Ken Tyrrell preferred to retain Verstappen but new team principal Craig Pollock signed Rosset due to his superior sponsorship money. Tyrrell was so incensed at this that he quit the team before the first race. Rosset failed the 107% qualifying cutoff on five occasions, and his performance at Monaco infuriated his mechanics so much that they defaced his paddock scooter, changing the letters in 'Rosset' to spell 'tosser'.

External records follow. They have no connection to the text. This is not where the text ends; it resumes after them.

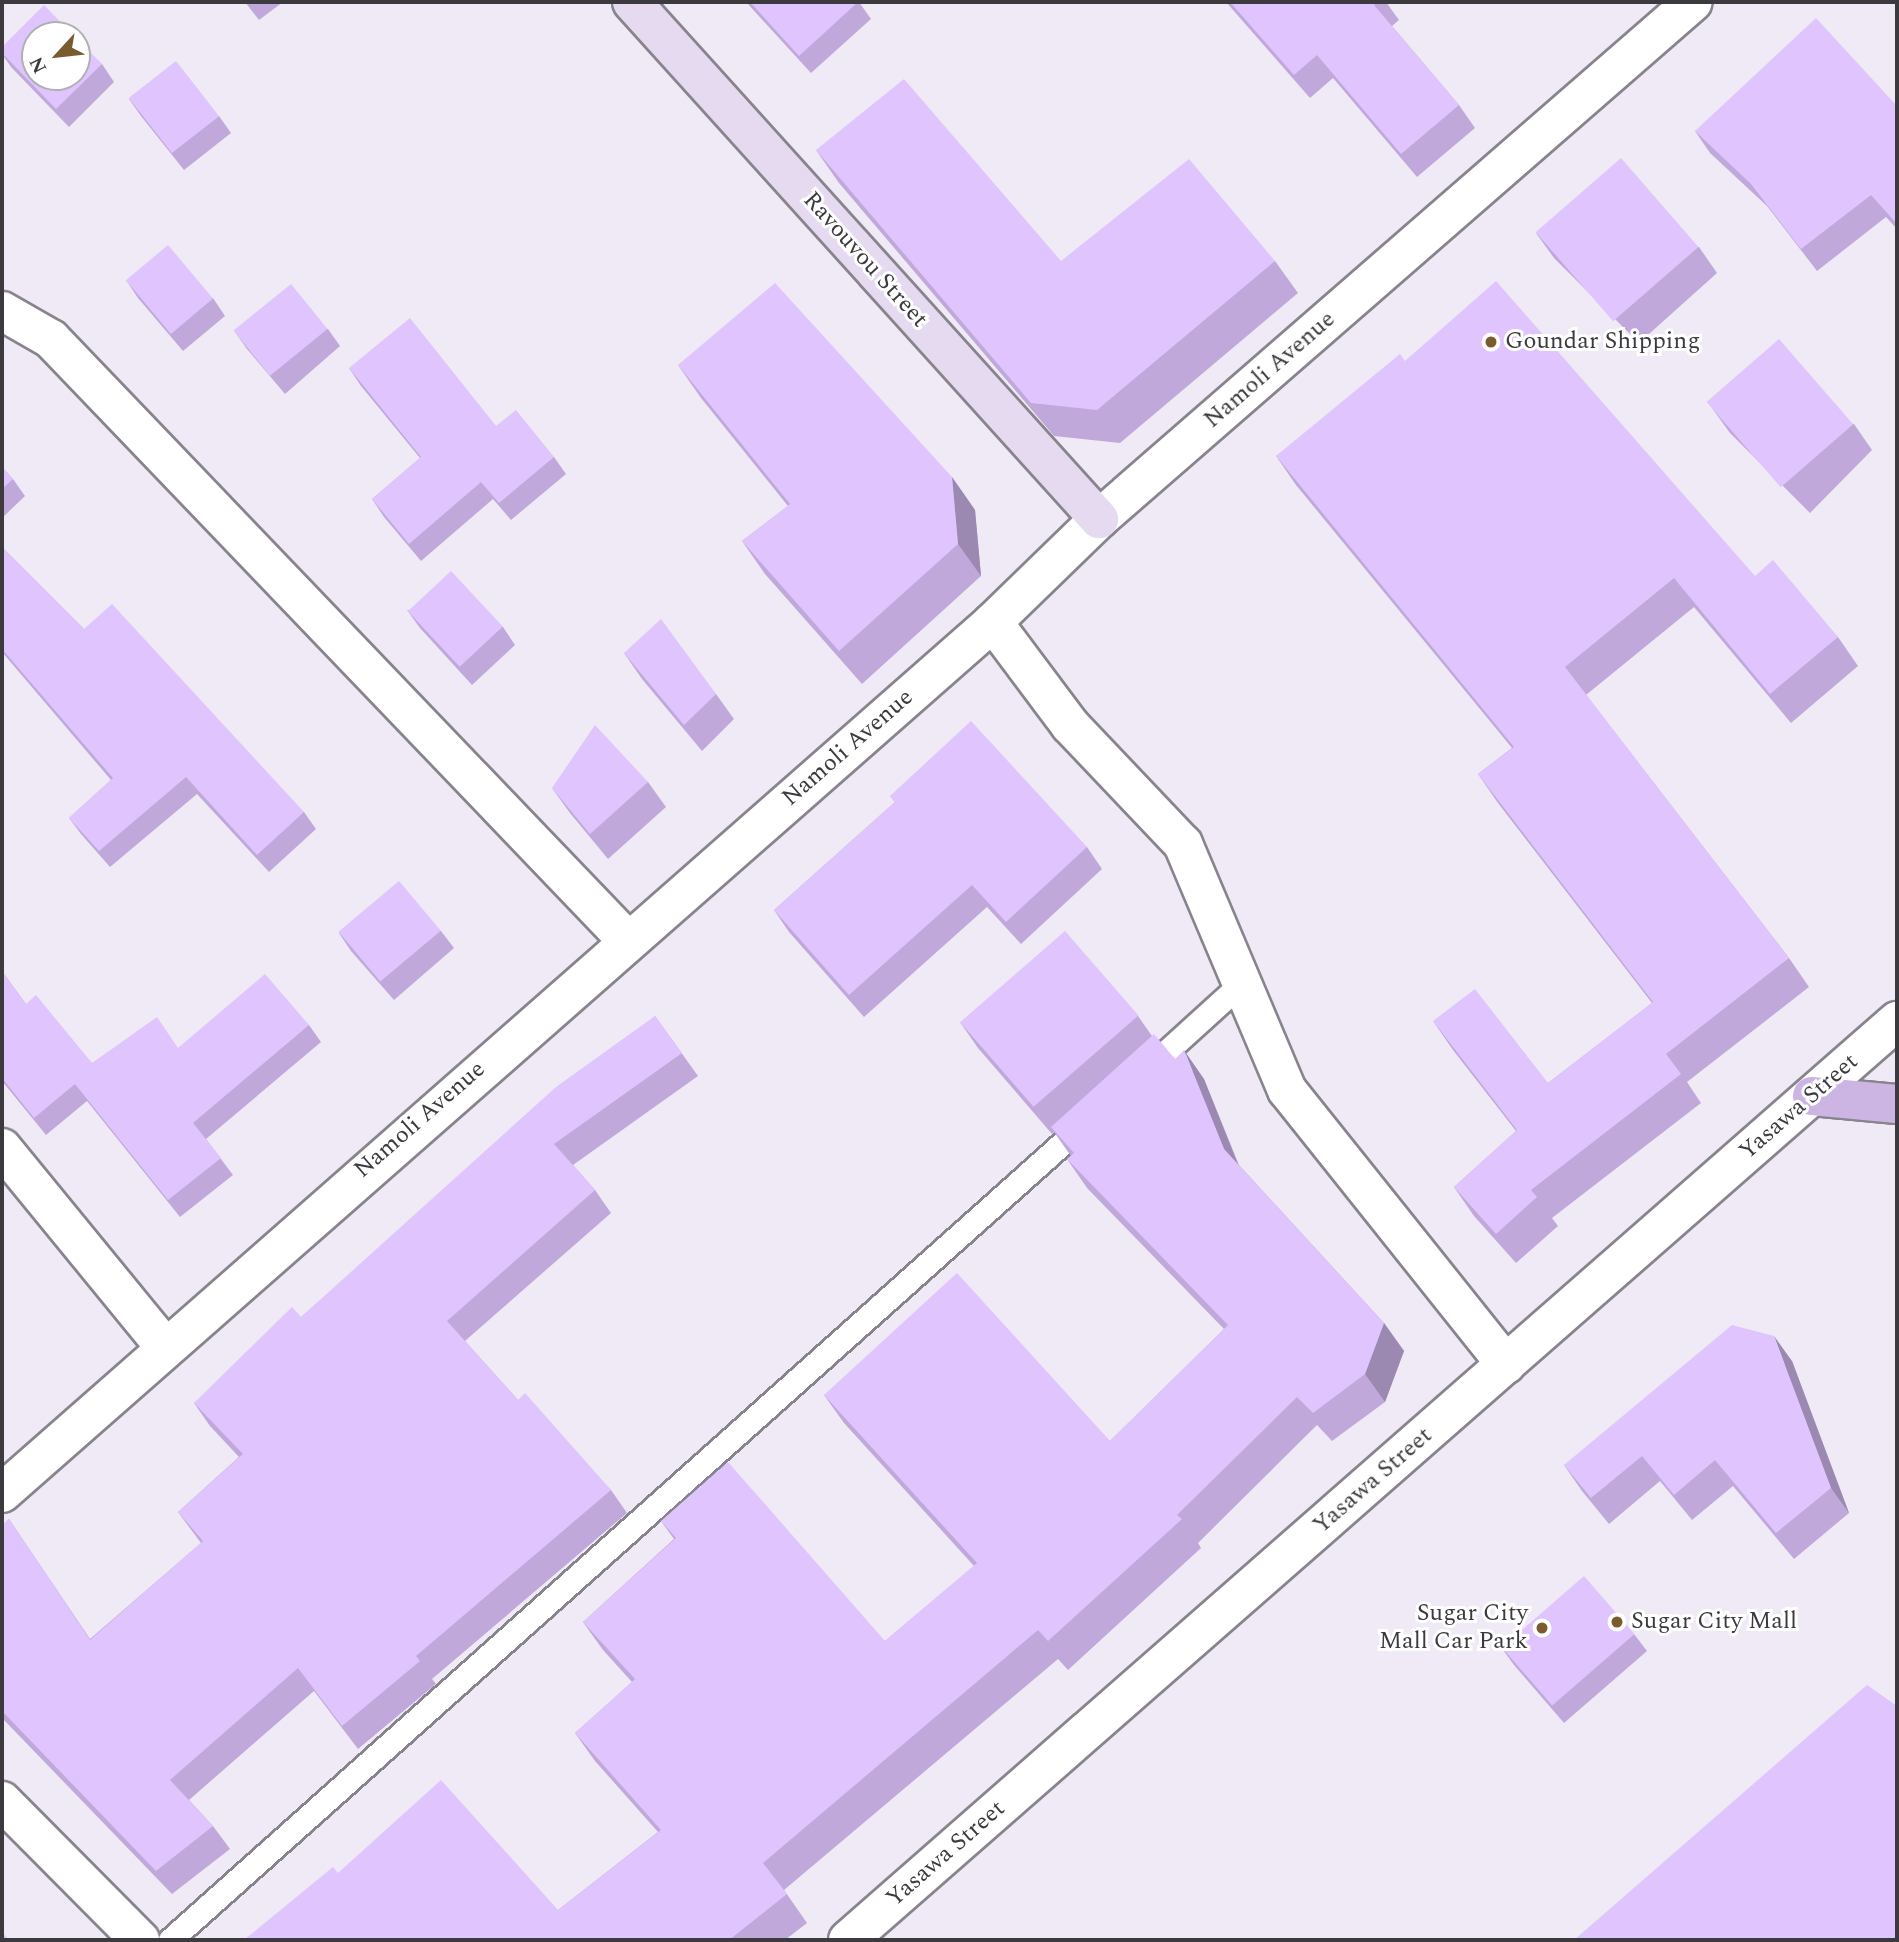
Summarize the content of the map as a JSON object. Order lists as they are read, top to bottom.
{
  "streets": {
    "main road": ["Ravouvou Street"],
    "street": ["Namoli Avenue", "Yasawa Street"]
  },
  "crossings": [
    ["Ravouvou Street", "Namoli Avenue"]
  ],
  "places": ["Goundar Shipping", "Sugar City Mall", "Sugar City Mall Car Park"],
  "north": "bottom left"
}
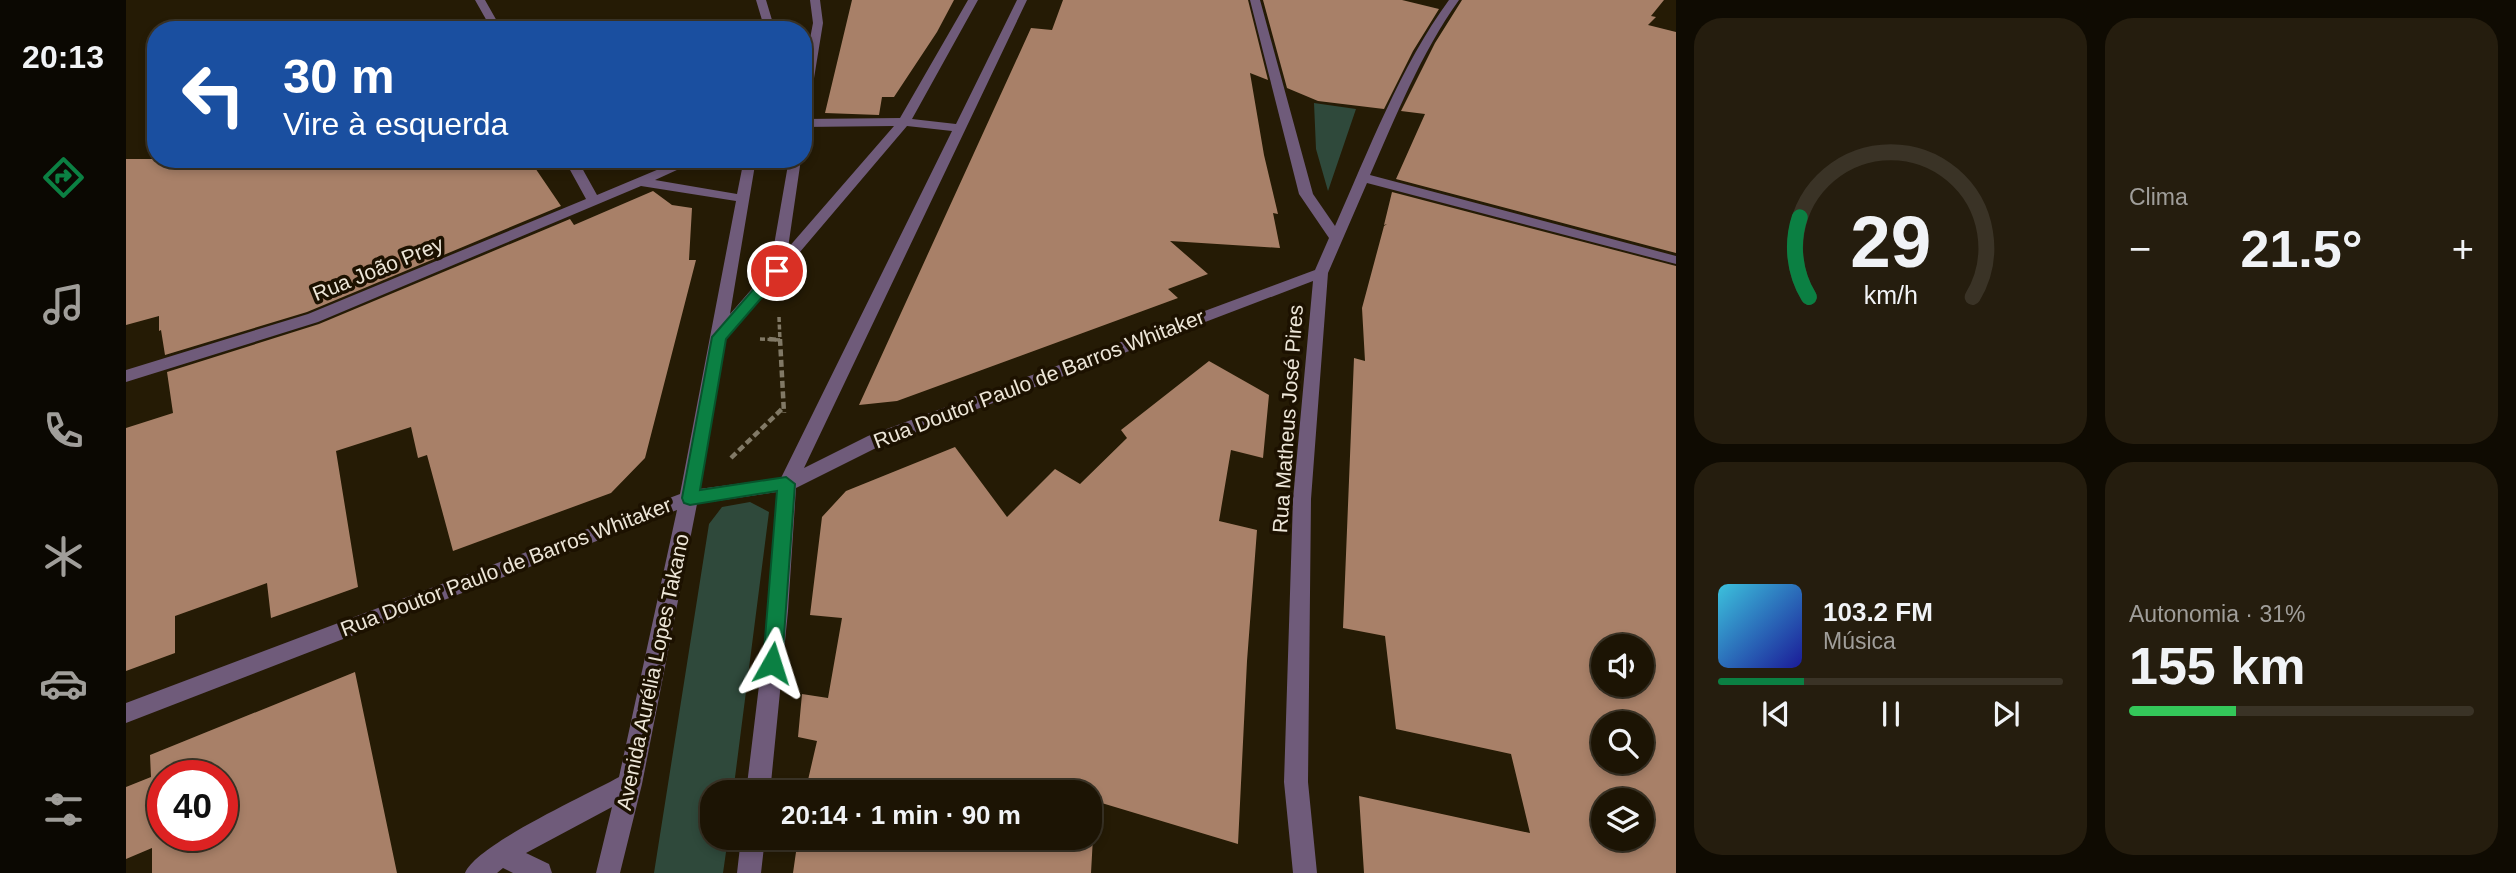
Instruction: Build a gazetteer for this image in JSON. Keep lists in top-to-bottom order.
{
  "streets": {
    "street": [
      "Rua João Prey",
      "Rua Doutor Paulo de Barros Whitaker",
      "Rua Matheus José Pires",
      "Avenida Aurélia Lopes Takano"
    ]
  },
  "crossings": [
    ["Rua João Prey", "Avenida Aurélia Lopes Takano"],
    ["Rua Doutor Paulo de Barros Whitaker", "Rua Matheus José Pires"],
    ["Rua Doutor Paulo de Barros Whitaker", "Avenida Aurélia Lopes Takano"]
  ],
  "page": {
    "tabs": "20:13",
    "tile": [
      "Clima",
      ["Autonomia · 31%", "155 km"]
    ],
    "turn": ["30 m", "Vire à esquerda"],
    "heat": ["−", "21.5°", "+"],
    "song": ["103.2 FM", "Música"],
    "limit": "40",
    "trip": "20:14 · 1 min · 90 m",
    "gauge": ["29", "km/h"]
  }
}
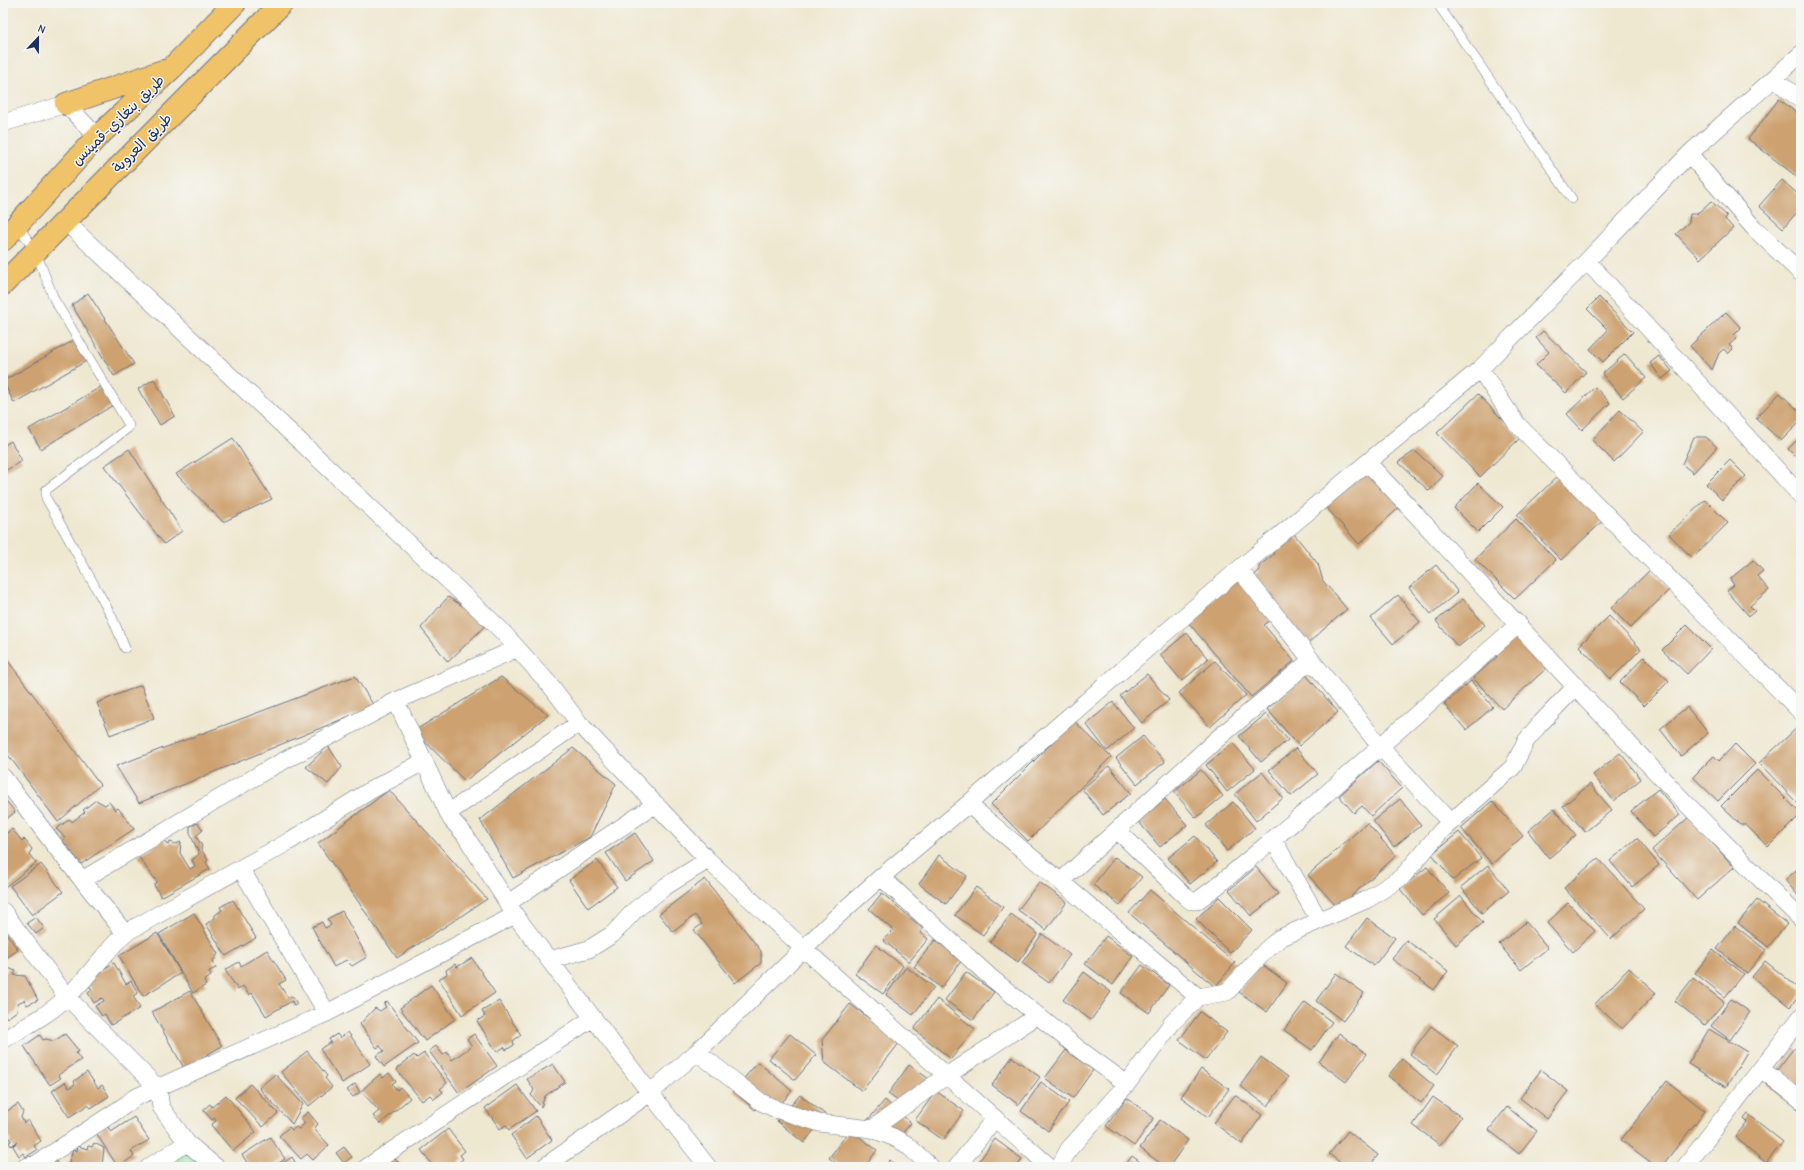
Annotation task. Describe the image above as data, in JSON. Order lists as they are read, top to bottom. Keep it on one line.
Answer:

Rosset finished eighth in Canada, which was ultimately the team's best result of the season, but was in danger of losing his seat to Danish driver Tom Kristensen. At a test at Magny-Cours, Rosset and Takagi posted almost equal times, with Kristensen around half a second slower, albeit with an older engine. Rosset said in 2019 that Kristensen drove the same car as he did, with only a change of seat and minor adjustments. Rosset went on to outqualify Takagi at the following race at the same circuit, the French Grand Prix.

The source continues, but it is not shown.